According to a Washington Post article, the president is always accompanied by a military aide carrying a "football" with launch codes for nuclear weapons.[2] The football is a metal Zero Halliburton briefcase[3] carried in a black leather "jacket". The package weighs around 45 pounds (20 kilograms).[4]

In his book Breaking Cover, which was released on August 11 of 1980,[5] Bill Gulley, the former director of the White House Military Office, wrote:[4]

There are four things in the Football. The Black Book containing the retaliatory options, a book listing classified site locations, a manila folder with eight or ten pages stapled together giving a description of procedures for the Emergency Alert System, and a three-by-five-inch [7.5 × 13 cm] card with authentication codes. The Black Book was about 9 by 12 inches [23 × 30 cm] and had 75 loose-leaf pages printed in black and red. The book with classified site locations was about the same size as the Black Book, and was black. It contained information on sites around the country where the president could be taken in an emergency.

A small antenna protrudes from the bag near the handle, suggesting that it also contains communications equipment of some kind.[4]

Operation

Video describing the United States' nuclear launch authorization process

If the president (who is commander-in-chief of the armed forces) ordered the use of nuclear weapons, he would be taken aside by the "carrier" and the briefcase would be opened. A command signal, or "watch" alert, would then be issued to the Joint Chiefs of Staff. The president would then review the attack options with the Chairman of the Joint Chiefs of Staff and decide on a plan, which could range from a single cruise missile to multiple ICBM launches. These are preset war plans developed under OPLAN 8010 (formerly the Single Integrated Operational Plan). Then, using Milstar, the aide, a military officer with Yankee White security clearance, would contact the National Military Command Center and NORAD to determine the scope of the pre-emptive nuclear strike and prepare a second strike, following which Milstar/Advanced Extremely High Frequency or Boeing E-4Bs and TACAMOs would air the currently valid Nuclear Launch Code to all nuclear delivery systems operational. Where a two-person verification procedure would be executed following this, the codes would be entered in a Permissive Action Link.[citation needed]

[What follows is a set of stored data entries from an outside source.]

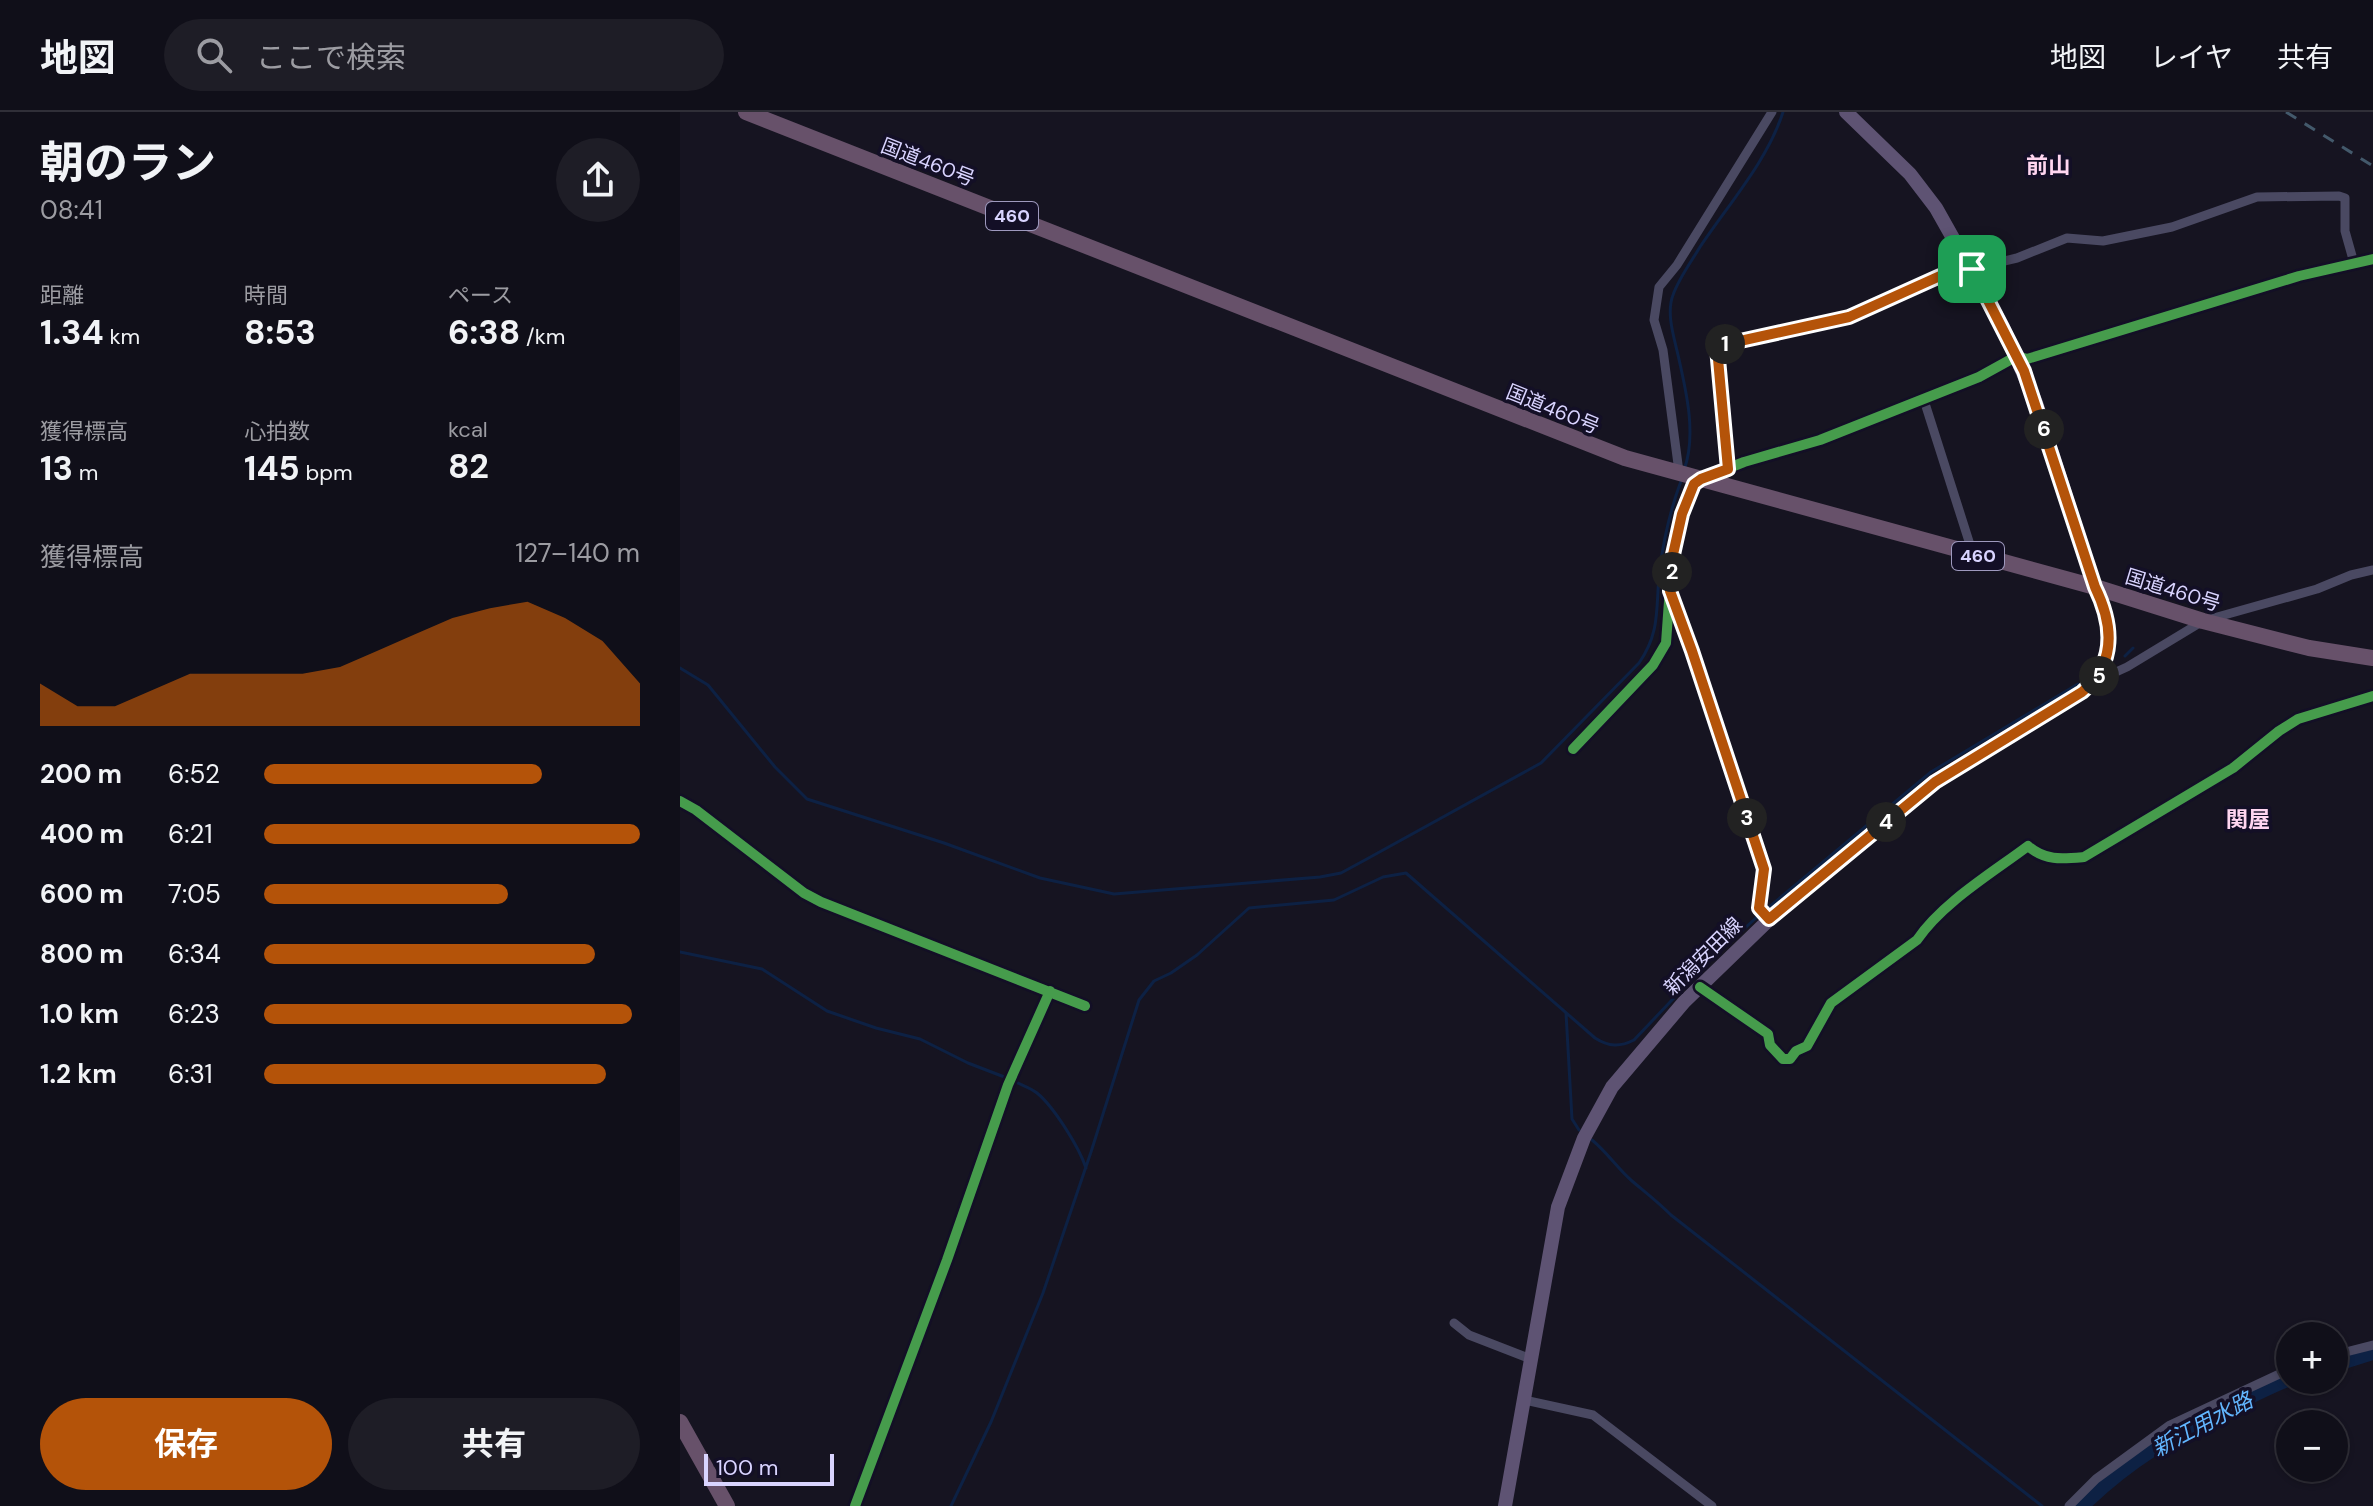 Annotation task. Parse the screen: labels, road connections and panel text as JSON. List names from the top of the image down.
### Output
{
  "streets": {
    "highway": ["国道460号", "460"],
    "main road": ["新潟安田線"]
  },
  "districts": ["前山", "関屋"],
  "water": ["新江用水路"],
  "scale_bar": "100 m",
  "page": {
    "header": "地図",
    "search": "ここで検索",
    "nav": ["地図", "レイヤ", "共有"],
    "heading": ["朝のラン", "08:41"],
    "stats": [
      ["距離", "1.34 km"],
      ["時間", "8:53"],
      ["ペース", "6:38 /km"],
      ["獲得標高", "13 m"],
      ["心拍数", "145 bpm"],
      ["kcal", "82"]
    ],
    "pins": [
      "1",
      "6",
      "2",
      "5",
      "3",
      "4"
    ],
    "chart": ["獲得標高", "127–140 m"],
    "list": [
      {
        "name": "200 m",
        "note": "6:52"
      },
      {
        "name": "400 m",
        "note": "6:21"
      },
      {
        "name": "600 m",
        "note": "7:05"
      },
      {
        "name": "800 m",
        "note": "6:34"
      },
      {
        "name": "1.0 km",
        "note": "6:23"
      },
      {
        "name": "1.2 km",
        "note": "6:31"
      }
    ],
    "map_buttons": ["+", "−"],
    "buttons": ["保存", "共有"],
    "scale": "100 m"
  }
}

Before the order can be processed by the military, the president must be positively identified using a special code issued on a plastic card, nicknamed the "biscuit".[6] The United States has a two-man rule in place at the nuclear launch facilities, and while only the president can order the release of nuclear weapons, the order must be verified by the Secretary of Defense to be an authentic order given by the president (there is a hierarchy of succession in the event that the president is killed in an attack). This verification process deals solely with verifying that the order came from the actual President. The Secretary of Defense has no veto power and must comply with the president's order.[6] Once all the codes have been verified, the military would issue attack orders to the proper units. These orders are given and then re-verified for authenticity. It is argued that the President has almost single authority to initiate a nuclear attack since the Secretary of Defense is required to verify the order, but cannot legally veto it.[7][8][9]

The football is carried by one of the rotating presidential military aides, whose work schedule is described by a top-secret rota (one from each of the five service branches). This person is a commissioned officer in the U.S. military, pay-grade O-4 or above, who has undergone the nation's most rigorous background check (Yankee White).[10][11] These officers are required to keep the football readily accessible to the president at all times. Consequently, the aide, football in hand, is always either standing or walking near the president, including riding on Air Force One, Marine One, or the presidential motorcade with the president.[11]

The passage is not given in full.